» **WHAT THIS TASK INVOLVES**: The response should consist of the records that follow, repeated exactly.
Top of DATASET RECORDS
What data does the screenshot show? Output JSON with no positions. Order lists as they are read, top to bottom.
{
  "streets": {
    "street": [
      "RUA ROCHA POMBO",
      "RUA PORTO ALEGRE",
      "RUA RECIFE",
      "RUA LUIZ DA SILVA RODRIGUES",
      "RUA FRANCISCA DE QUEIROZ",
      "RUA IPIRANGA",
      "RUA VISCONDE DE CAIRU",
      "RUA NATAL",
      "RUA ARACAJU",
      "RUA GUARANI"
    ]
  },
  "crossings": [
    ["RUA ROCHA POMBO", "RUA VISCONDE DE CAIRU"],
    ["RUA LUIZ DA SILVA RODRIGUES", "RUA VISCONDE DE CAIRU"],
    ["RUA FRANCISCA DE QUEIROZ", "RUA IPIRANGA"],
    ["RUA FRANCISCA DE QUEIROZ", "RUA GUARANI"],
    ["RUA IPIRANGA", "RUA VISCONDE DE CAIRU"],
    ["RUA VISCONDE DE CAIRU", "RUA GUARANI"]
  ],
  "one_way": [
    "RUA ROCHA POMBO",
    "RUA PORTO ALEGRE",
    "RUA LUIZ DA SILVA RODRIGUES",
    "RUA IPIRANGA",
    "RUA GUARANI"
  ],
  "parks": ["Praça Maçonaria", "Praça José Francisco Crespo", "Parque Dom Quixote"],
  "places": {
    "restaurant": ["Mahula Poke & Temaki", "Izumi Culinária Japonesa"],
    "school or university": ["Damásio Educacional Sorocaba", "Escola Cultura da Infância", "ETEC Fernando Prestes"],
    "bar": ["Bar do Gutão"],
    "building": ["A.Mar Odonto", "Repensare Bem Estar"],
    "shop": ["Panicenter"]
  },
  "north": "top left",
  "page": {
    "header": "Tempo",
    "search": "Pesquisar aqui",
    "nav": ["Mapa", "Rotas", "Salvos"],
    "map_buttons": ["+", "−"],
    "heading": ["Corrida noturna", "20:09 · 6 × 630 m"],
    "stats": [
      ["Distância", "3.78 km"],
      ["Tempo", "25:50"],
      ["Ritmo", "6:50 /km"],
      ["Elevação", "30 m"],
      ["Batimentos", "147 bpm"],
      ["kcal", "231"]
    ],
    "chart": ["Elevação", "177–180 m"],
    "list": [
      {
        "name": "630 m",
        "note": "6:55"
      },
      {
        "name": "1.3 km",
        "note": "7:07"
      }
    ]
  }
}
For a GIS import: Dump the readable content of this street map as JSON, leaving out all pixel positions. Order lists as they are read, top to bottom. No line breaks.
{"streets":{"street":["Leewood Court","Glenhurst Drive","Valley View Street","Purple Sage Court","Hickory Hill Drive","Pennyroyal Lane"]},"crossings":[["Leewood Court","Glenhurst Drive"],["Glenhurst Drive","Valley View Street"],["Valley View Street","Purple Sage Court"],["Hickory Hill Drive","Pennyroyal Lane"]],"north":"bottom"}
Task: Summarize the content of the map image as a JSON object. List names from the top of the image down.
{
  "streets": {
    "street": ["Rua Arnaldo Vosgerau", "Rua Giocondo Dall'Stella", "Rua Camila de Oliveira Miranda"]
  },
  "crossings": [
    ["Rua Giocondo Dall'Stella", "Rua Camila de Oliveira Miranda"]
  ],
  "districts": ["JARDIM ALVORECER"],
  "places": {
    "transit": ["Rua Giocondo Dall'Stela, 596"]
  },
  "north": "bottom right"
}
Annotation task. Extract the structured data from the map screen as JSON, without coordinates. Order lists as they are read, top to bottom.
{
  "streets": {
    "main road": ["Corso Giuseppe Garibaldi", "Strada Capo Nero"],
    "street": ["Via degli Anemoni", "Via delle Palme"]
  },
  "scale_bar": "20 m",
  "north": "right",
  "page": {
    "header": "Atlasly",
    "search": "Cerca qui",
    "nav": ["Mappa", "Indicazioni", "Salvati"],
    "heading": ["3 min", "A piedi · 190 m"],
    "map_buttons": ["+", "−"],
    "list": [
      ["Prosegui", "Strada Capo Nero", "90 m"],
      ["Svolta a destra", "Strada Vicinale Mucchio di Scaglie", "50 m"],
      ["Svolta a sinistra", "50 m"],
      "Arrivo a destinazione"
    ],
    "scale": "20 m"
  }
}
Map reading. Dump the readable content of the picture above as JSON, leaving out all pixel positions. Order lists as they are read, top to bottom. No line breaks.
Bottom of DATASET RECORDS
» **SOLUTION TO THE EXERCISE**:
What data does the screenshot show? Output JSON with no positions. Order lists as they are read, top to bottom.
{
  "streets": {
    "street": [
      "RUA ROCHA POMBO",
      "RUA PORTO ALEGRE",
      "RUA RECIFE",
      "RUA LUIZ DA SILVA RODRIGUES",
      "RUA FRANCISCA DE QUEIROZ",
      "RUA IPIRANGA",
      "RUA VISCONDE DE CAIRU",
      "RUA NATAL",
      "RUA ARACAJU",
      "RUA GUARANI"
    ]
  },
  "crossings": [
    ["RUA ROCHA POMBO", "RUA VISCONDE DE CAIRU"],
    ["RUA LUIZ DA SILVA RODRIGUES", "RUA VISCONDE DE CAIRU"],
    ["RUA FRANCISCA DE QUEIROZ", "RUA IPIRANGA"],
    ["RUA FRANCISCA DE QUEIROZ", "RUA GUARANI"],
    ["RUA IPIRANGA", "RUA VISCONDE DE CAIRU"],
    ["RUA VISCONDE DE CAIRU", "RUA GUARANI"]
  ],
  "one_way": [
    "RUA ROCHA POMBO",
    "RUA PORTO ALEGRE",
    "RUA LUIZ DA SILVA RODRIGUES",
    "RUA IPIRANGA",
    "RUA GUARANI"
  ],
  "parks": ["Praça Maçonaria", "Praça José Francisco Crespo", "Parque Dom Quixote"],
  "places": {
    "restaurant": ["Mahula Poke & Temaki", "Izumi Culinária Japonesa"],
    "school or university": ["Damásio Educacional Sorocaba", "Escola Cultura da Infância", "ETEC Fernando Prestes"],
    "bar": ["Bar do Gutão"],
    "building": ["A.Mar Odonto", "Repensare Bem Estar"],
    "shop": ["Panicenter"]
  },
  "north": "top left",
  "page": {
    "header": "Tempo",
    "search": "Pesquisar aqui",
    "nav": ["Mapa", "Rotas", "Salvos"],
    "map_buttons": ["+", "−"],
    "heading": ["Corrida noturna", "20:09 · 6 × 630 m"],
    "stats": [
      ["Distância", "3.78 km"],
      ["Tempo", "25:50"],
      ["Ritmo", "6:50 /km"],
      ["Elevação", "30 m"],
      ["Batimentos", "147 bpm"],
      ["kcal", "231"]
    ],
    "chart": ["Elevação", "177–180 m"],
    "list": [
      {
        "name": "630 m",
        "note": "6:55"
      },
      {
        "name": "1.3 km",
        "note": "7:07"
      }
    ]
  }
}
For a GIS import: Dump the readable content of this street map as JSON, leaving out all pixel positions. Order lists as they are read, top to bottom. No line breaks.
{"streets":{"street":["Leewood Court","Glenhurst Drive","Valley View Street","Purple Sage Court","Hickory Hill Drive","Pennyroyal Lane"]},"crossings":[["Leewood Court","Glenhurst Drive"],["Glenhurst Drive","Valley View Street"],["Valley View Street","Purple Sage Court"],["Hickory Hill Drive","Pennyroyal Lane"]],"north":"bottom"}
Task: Summarize the content of the map image as a JSON object. List names from the top of the image down.
{
  "streets": {
    "street": ["Rua Arnaldo Vosgerau", "Rua Giocondo Dall'Stella", "Rua Camila de Oliveira Miranda"]
  },
  "crossings": [
    ["Rua Giocondo Dall'Stella", "Rua Camila de Oliveira Miranda"]
  ],
  "districts": ["JARDIM ALVORECER"],
  "places": {
    "transit": ["Rua Giocondo Dall'Stela, 596"]
  },
  "north": "bottom right"
}
Annotation task. Extract the structured data from the map screen as JSON, without coordinates. Order lists as they are read, top to bottom.
{
  "streets": {
    "main road": ["Corso Giuseppe Garibaldi", "Strada Capo Nero"],
    "street": ["Via degli Anemoni", "Via delle Palme"]
  },
  "scale_bar": "20 m",
  "north": "right",
  "page": {
    "header": "Atlasly",
    "search": "Cerca qui",
    "nav": ["Mappa", "Indicazioni", "Salvati"],
    "heading": ["3 min", "A piedi · 190 m"],
    "map_buttons": ["+", "−"],
    "list": [
      ["Prosegui", "Strada Capo Nero", "90 m"],
      ["Svolta a destra", "Strada Vicinale Mucchio di Scaglie", "50 m"],
      ["Svolta a sinistra", "50 m"],
      "Arrivo a destinazione"
    ],
    "scale": "20 m"
  }
}
Map reading. Dump the readable content of the picture above as JSON, leaving out all pixel positions. Order lists as they are read, top to bottom. No line breaks.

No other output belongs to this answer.